'Russian Zuckerberg' rules out return without reforms

Apr 28, 2014
File picture taken in Russia's second city of St. Petersburg on November 1, 2013, shows a view of a building where the social network VKontakte (In Touch) rents an office space

The maverick founder of Russia's top social network said Monday that he would not return to the country until a series of sweeping reforms is enacted.

Pavel Durov, the 29-year-old founder of VKontakte, fled the country last week after a bitter dispute with a shareholder culminated in his departure from the company.

Durov—who is often compared to Facebook founder Mark Zuckerberg—has claimed that the social network has effectively been taken over by Kremlin allies, and linked his loss of control to his refusal to reveal to Russia's security service the identities of those using the site to coordinate protests in Ukraine.

In a "farewell message", Durov said he was now working on a new mobile social network platform with a team in central Europe.

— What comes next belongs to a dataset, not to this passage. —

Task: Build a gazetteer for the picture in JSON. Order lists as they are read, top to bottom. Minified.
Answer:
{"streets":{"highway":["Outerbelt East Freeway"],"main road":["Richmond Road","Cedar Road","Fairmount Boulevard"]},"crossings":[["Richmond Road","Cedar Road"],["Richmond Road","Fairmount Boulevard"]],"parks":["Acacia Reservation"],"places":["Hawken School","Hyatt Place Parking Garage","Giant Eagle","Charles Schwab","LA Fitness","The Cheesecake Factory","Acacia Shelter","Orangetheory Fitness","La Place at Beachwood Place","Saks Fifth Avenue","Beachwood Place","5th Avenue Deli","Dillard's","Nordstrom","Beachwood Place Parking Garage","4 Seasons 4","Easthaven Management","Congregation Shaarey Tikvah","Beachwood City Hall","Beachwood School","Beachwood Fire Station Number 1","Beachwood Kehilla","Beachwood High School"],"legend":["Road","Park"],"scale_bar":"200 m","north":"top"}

In the note, posted on his VKontakte page on Monday, he listed seven corruption-busting conditions he would need to see in place before returning to Russia, including elected judges and fully open courts.

He also called for simplified legislation, an end to "feudal throwbacks" such as Russians having separate internal passports, and reforms to what he called the country's overly standardised school system.

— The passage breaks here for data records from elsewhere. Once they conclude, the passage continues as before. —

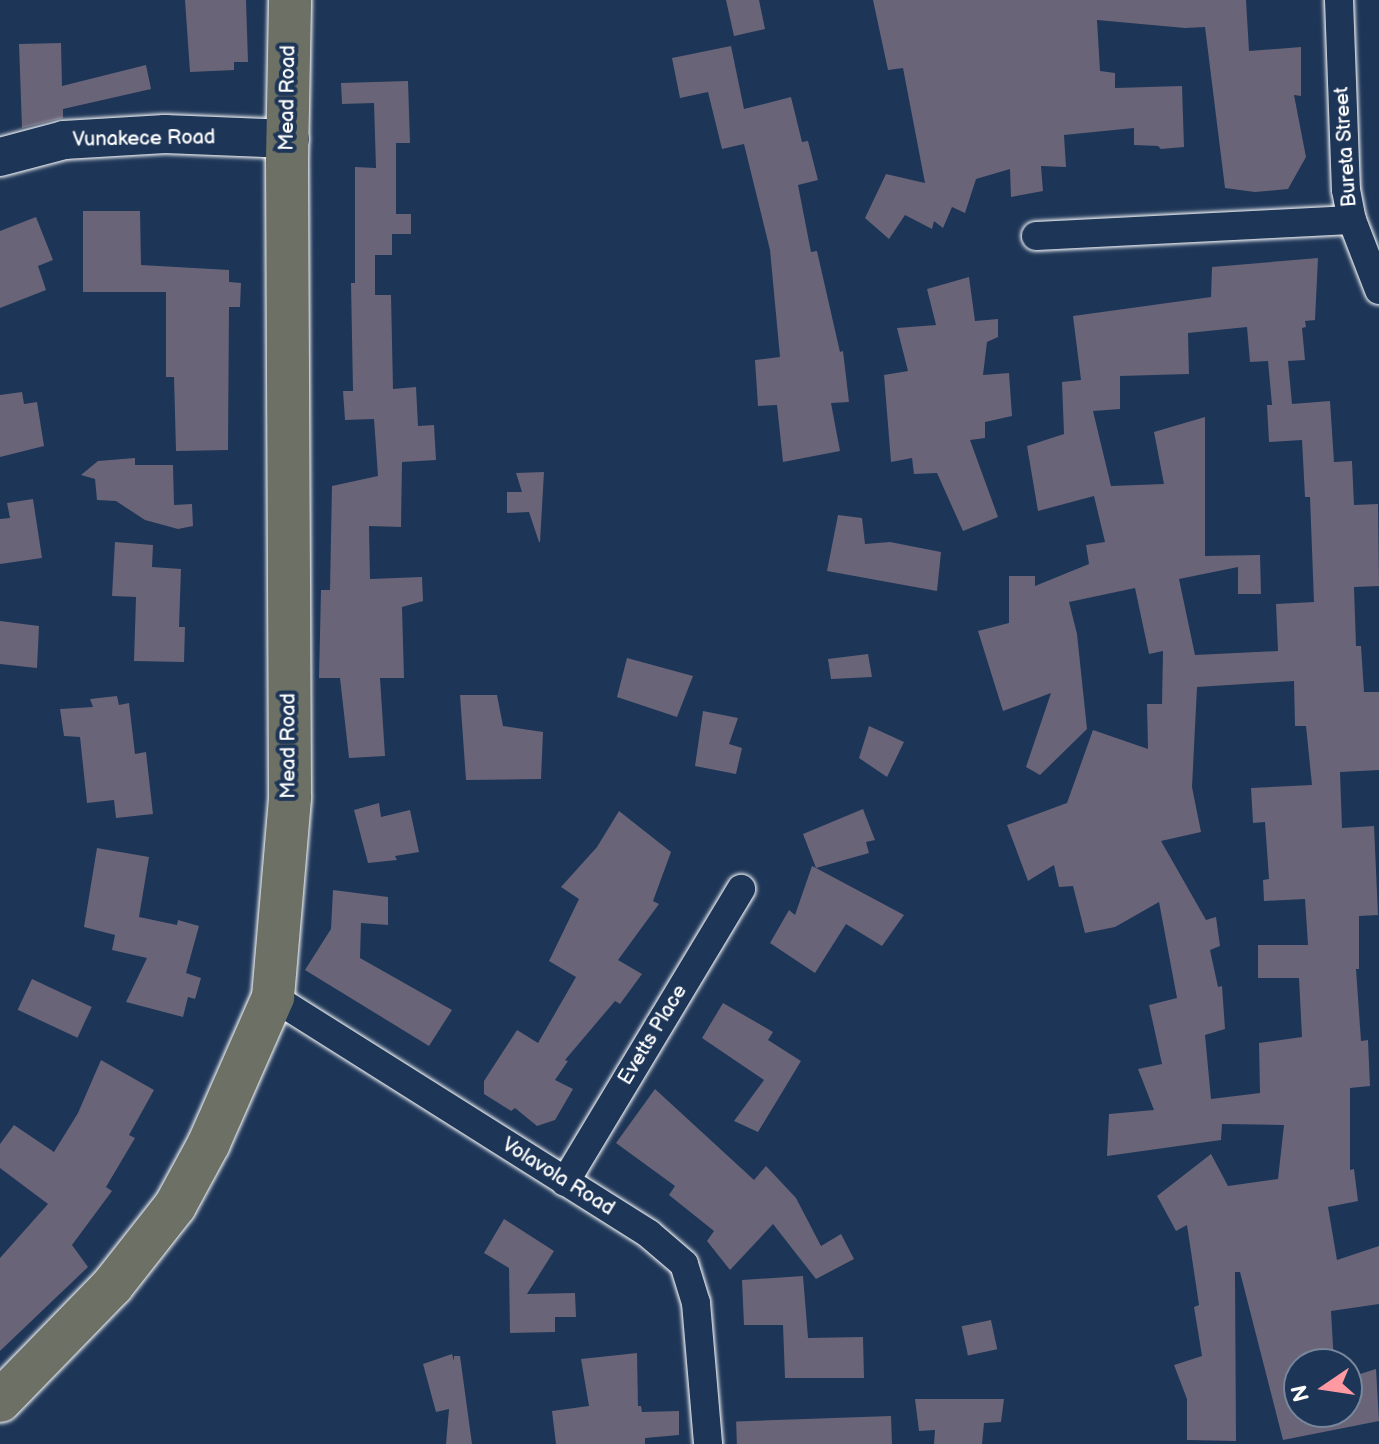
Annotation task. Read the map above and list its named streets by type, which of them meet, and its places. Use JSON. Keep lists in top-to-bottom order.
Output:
{
  "streets": {
    "main road": ["Mead Road", "Vunakece Road"],
    "street": ["Bureta Street", "Evetts Place", "Volavola Road"]
  },
  "crossings": [
    ["Mead Road", "Vunakece Road"],
    ["Mead Road", "Volavola Road"],
    ["Evetts Place", "Volavola Road"]
  ],
  "north": "left"
}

Durov's departure from the company has been drawn-out and complicated, but started when he posted a message—which many had taken for an April Fool's joke—announcing his resignation a few weeks ago.

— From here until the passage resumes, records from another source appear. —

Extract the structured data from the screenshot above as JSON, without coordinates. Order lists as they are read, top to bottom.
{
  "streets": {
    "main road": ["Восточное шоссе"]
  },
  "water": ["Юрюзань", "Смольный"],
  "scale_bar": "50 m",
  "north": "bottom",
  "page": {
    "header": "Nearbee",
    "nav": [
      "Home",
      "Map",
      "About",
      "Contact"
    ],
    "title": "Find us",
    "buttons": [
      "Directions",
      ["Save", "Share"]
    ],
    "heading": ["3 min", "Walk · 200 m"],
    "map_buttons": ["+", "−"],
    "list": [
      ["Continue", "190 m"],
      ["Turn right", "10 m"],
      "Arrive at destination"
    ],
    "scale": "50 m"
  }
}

Although he later insisted he had withdrawn his resignation, he was ousted as chief executive after the company—citing a technicality—said he had not done so within the official one-month notice period.

Durov said he learnt he had been ousted in the media.

He had previously sold his majority stake in VKontakte to Mail.ru group, which now controls 52 percent of the company.

The remaining 48 percent is owned by investment group United Capital Partners (UCP), which Durov has accused of being tied to the security services and the chief of Rosneft, oil giant Igor Sechin.

UCP has rubbished the suggestion and denied having any links to Sechin and the Kremlin.

VKontakte (VK or In Touch), says it has around 100 million active users in the former Soviet Union, and the site far outstrips Facebook in terms of popularity and influence in Russia.

According to a survey in January by TNS Web-Index, Russia has 52.7 million VK users compared to 25.4 million Facebook users.

The Izvestia daily reported Monday that Durov had received citizenship from the Caribbean nation of Saint Kitts and Nevis by donating $250,000 to its sugar industry foundation, citing a source close to VK shareholders.

Izvestia also cited a source close to VK as saying Durov had a resident visa for the United Arab Emirates and had stayed at a Dubai hotel last week.